From a Place of Love
I am not a doctor – any views expressed here I have researched to the best of my ability but may not reflect your doctors advice or be the right thing for you
My story probably isn’t unfamiliar, I think a lot of people suffer from the idea that because they aren’t skinny they aren’t good enough, and these issues are insidious. A 2011 study said 40-60% of elementary school girls already had body image issues. My body image issues began when I hit puberty, my body changed and I was not happy with it.
By the time I was in University, my quest for a “perfect” body had turned into a cycle of binging and calorie restriction. There were times on this quest when I was nearly happy with my body, I was stronger and faster and fitter and it wasn’t enough. I tried everything under the sun to lose that last imperfect bit of fat, that last imperfect bit of me and in doing so I wrecked havoc on my body and my self confidence.
This year I decided to embark on a wellness journey unlike any I have before, focusing not on weight but on health and unlike before I’m approaching it differently. I’m finally taking my trainer’s words to heart – this can not come from a place of shame, instead, it comes from a place of love.
This is love – love for myself, love for my body – not a punishment for not being perfect. I hope to inspire you to feel the same way about your journey, whatever it may be. I still struggle, the shame is still there sometimes and I still have days I consider a binge, but I am working on it and I hope talking about it openly helps you to recognize the negative self-talk and maybe even some triggers.
Isolation has been particularly hard, while exercise is still possible I find my eating has felt… well off. I know for me, sitting at a desk mid-afternoon is a trigger for snacking, because that’s what I used to do when I was in University. Boredom triggers a similar response, a desire for something, anything to do leads me to the kitchen in search of unhealthy snacks. My wanting, not my hunger is triggered and I often feel guilty for not being able to resist that wanting.
It’s a hard distinction to make, wanting disguises itself as hunger to give our body more calories because we’re still not past that evolutionary trigger from way-back-when that says we need to be heavier in case of famine. Recognizing your triggers and your permission thoughts i.e I’ve been eating healthy so who cares if I eat a whole baguette, is crucial to developing a healthier mindset around eating and creating a healthier diet.
I’ll be honest, it’s taken roughly two weeks for me to recognize these triggers and thoughts, or more accurately to admit that they have been happening. Actually admitting it to myself has been far harder than recognizing a pattern I know all too well. So instead of being down on myself – experiencing guilt and shame and then more eating to try and erase how bad I feel – I am being proactive in my approach.

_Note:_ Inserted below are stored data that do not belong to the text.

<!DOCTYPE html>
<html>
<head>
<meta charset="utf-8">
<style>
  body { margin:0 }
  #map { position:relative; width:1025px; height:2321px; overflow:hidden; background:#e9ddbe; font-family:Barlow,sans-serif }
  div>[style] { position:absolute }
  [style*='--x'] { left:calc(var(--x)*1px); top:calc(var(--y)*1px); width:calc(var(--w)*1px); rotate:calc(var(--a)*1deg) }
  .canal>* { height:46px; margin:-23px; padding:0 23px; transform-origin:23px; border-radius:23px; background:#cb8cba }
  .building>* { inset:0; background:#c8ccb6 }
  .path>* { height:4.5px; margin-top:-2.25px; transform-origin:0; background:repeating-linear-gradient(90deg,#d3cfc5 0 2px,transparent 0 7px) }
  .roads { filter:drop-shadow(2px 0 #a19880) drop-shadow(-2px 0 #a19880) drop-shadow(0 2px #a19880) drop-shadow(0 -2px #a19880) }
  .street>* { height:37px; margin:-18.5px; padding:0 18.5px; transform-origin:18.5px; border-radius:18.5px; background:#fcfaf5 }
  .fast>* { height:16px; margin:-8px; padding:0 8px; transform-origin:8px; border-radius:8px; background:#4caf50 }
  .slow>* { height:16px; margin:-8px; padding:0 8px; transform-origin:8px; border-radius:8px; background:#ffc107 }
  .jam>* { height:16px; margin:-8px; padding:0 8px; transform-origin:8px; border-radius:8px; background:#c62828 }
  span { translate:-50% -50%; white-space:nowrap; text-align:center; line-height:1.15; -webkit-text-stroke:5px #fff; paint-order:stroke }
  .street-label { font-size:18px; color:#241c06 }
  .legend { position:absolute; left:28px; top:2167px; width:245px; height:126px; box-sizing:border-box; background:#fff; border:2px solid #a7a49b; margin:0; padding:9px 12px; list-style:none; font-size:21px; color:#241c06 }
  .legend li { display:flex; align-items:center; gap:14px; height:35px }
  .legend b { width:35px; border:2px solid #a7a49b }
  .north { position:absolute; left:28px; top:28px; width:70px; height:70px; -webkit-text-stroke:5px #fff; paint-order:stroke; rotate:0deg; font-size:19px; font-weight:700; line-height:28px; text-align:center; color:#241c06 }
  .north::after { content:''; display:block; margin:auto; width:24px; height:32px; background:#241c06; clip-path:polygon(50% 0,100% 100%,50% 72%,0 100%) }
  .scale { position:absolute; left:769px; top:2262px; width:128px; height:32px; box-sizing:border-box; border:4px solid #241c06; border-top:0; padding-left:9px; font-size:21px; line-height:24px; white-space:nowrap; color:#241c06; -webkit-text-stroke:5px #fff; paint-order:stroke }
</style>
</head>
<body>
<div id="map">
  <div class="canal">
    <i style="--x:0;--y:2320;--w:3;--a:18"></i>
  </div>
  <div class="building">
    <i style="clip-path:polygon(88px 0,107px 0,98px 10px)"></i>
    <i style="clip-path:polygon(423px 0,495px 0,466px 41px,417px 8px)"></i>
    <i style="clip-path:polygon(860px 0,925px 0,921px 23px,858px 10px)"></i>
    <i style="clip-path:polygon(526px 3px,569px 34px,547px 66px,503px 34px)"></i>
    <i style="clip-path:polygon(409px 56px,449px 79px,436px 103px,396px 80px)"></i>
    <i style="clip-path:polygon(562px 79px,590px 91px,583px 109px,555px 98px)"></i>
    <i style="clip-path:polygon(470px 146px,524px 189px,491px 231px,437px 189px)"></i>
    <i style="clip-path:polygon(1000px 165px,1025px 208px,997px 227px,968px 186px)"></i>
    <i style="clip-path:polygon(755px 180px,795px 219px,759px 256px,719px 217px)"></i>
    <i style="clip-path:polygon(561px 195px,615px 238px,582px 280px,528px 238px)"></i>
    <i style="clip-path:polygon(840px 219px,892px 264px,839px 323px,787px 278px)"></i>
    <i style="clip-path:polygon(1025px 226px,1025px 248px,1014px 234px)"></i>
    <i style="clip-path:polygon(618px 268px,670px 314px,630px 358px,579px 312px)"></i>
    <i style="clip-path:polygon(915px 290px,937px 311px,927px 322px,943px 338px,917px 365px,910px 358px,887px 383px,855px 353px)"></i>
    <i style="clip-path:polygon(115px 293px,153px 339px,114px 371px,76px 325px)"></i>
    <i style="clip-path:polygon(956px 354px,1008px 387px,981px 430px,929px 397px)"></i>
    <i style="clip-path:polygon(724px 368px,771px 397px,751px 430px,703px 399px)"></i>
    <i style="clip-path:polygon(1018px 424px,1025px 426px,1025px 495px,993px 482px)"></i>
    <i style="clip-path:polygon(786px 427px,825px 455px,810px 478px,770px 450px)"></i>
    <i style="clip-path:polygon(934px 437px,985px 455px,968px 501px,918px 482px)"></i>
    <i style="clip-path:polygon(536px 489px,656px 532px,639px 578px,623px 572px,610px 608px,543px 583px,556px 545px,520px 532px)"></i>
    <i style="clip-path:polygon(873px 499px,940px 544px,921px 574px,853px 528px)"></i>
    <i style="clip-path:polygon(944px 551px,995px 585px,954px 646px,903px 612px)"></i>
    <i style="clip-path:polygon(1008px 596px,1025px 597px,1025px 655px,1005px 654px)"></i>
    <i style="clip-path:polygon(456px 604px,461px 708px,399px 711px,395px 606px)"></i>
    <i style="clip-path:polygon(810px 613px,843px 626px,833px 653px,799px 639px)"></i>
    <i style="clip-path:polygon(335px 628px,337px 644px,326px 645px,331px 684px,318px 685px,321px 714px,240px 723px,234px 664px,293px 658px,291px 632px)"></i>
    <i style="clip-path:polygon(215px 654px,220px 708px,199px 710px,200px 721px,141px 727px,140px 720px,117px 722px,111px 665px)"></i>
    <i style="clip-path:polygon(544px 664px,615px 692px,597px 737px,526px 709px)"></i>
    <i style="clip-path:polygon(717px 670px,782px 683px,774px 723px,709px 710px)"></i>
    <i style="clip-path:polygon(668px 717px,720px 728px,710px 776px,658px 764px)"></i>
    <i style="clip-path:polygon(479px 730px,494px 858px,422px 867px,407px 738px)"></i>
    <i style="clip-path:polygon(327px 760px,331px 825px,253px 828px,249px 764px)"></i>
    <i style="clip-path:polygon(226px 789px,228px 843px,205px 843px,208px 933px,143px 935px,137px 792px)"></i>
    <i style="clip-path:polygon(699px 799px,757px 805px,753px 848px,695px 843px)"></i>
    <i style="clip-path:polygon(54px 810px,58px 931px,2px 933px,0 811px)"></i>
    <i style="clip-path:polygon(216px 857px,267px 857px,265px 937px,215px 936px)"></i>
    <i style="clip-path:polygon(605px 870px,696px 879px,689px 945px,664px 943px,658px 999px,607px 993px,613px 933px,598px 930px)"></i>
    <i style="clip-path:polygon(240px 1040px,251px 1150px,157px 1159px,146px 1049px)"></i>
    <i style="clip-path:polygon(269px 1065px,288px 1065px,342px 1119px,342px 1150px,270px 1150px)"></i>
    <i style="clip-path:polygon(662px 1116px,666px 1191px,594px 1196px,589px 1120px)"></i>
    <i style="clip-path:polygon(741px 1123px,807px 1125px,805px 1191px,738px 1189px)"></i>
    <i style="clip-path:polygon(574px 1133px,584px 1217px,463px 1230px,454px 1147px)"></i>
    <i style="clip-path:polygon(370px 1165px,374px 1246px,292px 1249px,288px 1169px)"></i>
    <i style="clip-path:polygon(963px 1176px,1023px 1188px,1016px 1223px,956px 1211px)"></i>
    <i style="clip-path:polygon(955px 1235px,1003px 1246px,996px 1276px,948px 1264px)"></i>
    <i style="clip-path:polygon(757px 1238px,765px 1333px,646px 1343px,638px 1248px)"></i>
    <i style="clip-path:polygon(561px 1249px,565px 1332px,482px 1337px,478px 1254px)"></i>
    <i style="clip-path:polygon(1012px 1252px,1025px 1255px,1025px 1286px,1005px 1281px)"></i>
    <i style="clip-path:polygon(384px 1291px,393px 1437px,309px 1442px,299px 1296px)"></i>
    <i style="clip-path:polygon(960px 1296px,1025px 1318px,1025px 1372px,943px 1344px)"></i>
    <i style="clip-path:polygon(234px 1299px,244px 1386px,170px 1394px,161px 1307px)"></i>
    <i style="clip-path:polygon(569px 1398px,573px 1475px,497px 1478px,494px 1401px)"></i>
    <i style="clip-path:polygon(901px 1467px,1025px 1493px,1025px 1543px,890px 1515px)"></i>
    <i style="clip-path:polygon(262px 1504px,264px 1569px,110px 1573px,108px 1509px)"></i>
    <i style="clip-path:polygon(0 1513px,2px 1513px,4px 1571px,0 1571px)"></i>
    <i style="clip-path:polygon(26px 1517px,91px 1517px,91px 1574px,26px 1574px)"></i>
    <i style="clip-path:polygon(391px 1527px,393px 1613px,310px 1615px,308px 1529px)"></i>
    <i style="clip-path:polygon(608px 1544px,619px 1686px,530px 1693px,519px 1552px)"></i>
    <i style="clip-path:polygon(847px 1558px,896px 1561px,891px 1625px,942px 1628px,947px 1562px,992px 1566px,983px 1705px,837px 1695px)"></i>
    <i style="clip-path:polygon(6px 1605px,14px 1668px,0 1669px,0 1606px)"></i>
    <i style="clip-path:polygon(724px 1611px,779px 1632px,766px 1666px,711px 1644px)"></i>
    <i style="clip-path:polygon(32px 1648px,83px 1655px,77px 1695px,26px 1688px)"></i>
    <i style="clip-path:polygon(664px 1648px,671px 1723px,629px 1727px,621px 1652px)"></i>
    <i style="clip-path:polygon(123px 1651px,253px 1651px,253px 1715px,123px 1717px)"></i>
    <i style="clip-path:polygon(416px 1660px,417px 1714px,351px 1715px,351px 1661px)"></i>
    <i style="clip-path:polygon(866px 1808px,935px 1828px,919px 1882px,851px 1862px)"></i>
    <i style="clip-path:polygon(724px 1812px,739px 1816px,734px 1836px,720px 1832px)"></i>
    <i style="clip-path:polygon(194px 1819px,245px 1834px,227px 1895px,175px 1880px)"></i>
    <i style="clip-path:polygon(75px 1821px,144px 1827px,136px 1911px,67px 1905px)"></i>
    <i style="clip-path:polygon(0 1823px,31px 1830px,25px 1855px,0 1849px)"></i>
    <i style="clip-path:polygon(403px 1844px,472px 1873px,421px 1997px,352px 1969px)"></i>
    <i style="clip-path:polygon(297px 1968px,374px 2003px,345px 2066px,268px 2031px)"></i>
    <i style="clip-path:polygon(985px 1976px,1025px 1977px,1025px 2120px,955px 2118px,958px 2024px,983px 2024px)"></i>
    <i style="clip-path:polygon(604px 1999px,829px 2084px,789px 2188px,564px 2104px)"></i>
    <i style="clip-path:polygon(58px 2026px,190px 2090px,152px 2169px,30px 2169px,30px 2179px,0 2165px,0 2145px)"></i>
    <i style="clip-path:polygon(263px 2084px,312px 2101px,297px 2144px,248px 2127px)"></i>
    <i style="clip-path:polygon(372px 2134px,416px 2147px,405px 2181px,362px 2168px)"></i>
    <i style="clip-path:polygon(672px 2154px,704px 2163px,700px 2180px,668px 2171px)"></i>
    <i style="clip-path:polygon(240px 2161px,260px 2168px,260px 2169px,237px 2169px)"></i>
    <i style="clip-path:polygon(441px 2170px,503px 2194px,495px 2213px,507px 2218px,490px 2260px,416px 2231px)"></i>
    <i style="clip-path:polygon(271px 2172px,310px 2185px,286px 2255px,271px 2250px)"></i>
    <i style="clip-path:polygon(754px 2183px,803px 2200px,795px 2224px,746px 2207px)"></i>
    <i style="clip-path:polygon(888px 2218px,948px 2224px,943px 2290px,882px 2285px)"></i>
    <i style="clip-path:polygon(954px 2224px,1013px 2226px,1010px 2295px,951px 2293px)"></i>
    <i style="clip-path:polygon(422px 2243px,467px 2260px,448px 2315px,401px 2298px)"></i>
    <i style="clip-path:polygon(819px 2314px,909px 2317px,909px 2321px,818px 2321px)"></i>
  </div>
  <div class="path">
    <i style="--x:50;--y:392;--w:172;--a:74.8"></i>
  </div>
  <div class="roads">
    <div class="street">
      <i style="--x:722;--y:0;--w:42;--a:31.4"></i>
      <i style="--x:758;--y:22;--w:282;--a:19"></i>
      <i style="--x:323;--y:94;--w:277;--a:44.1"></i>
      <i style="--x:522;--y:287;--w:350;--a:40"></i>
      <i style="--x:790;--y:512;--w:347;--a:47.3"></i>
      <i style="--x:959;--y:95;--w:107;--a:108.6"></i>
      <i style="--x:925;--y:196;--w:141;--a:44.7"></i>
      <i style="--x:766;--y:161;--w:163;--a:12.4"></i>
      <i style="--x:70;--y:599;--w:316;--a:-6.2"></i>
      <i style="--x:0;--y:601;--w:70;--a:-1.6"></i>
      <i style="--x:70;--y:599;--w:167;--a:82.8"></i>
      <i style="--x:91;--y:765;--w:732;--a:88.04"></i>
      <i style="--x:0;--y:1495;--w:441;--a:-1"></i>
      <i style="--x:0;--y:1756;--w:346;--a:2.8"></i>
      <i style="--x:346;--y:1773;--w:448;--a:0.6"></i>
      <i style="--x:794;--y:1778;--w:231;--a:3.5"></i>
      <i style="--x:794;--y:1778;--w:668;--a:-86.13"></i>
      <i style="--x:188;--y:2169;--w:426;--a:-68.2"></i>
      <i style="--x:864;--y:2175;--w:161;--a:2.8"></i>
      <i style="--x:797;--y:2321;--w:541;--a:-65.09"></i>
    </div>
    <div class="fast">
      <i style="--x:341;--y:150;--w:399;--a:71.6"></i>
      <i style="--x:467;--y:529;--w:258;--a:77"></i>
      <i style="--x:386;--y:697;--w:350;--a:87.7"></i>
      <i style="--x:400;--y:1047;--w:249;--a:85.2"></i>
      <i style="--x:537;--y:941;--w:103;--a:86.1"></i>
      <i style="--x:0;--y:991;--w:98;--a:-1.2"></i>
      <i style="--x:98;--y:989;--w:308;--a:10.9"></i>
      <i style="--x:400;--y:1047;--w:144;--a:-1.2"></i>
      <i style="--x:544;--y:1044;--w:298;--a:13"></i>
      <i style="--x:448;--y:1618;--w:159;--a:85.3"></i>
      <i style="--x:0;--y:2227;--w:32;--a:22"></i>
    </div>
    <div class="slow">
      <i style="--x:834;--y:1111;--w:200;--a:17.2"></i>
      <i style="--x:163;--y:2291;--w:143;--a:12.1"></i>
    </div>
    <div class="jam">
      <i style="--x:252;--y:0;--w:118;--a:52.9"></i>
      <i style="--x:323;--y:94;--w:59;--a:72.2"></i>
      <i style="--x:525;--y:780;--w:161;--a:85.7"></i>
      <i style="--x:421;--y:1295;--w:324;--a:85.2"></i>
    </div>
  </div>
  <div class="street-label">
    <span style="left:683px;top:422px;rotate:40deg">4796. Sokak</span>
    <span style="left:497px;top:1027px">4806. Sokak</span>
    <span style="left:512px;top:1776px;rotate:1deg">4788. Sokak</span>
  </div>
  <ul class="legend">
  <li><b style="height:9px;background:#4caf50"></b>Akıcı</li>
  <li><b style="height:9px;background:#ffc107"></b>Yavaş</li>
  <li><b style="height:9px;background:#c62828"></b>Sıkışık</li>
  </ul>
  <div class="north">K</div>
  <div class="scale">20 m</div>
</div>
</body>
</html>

There are two ways I’m doing this, meal prepping and changing my schedule. I always find meal prepping helpful, it keeps me from having to do so much throughout the week in terms of cooking but here I’m using it to replace my usual snacks. My hope is that the availability of healthier snack alternatives that I love (roasted chickpeas, eggplants, root vegetables and apples) will encourage me to snack better if that wanting does arise. I might not always be able to avoid triggers or resist eating, but I can always feel good about the foods I do choose to eat.
Changing my schedule helps by breaking the scenarios in which I am triggered. While my family jokes I am always thinking about food – some situations trigger wanting more. So I change the situation, if I’m out running I can’t be thinking about food, I’m focused on breathing and the feel of concrete beneath my feet and hey – exercise is my happy place now.
These actions are helping me through this difficult period, they might help you too – but it’s not always possible to do it alone. Loving myself this way – what I thought I had been doing when I punished my body for not being perfect – took a long time and professional help. If you are struggling with an eating disorder I encourage you to reach out to someone. There is no shame in needing help, and there are a ton of great resources available including the National Eating Disorder Information Centre in Canada who has a toll free number available through their website.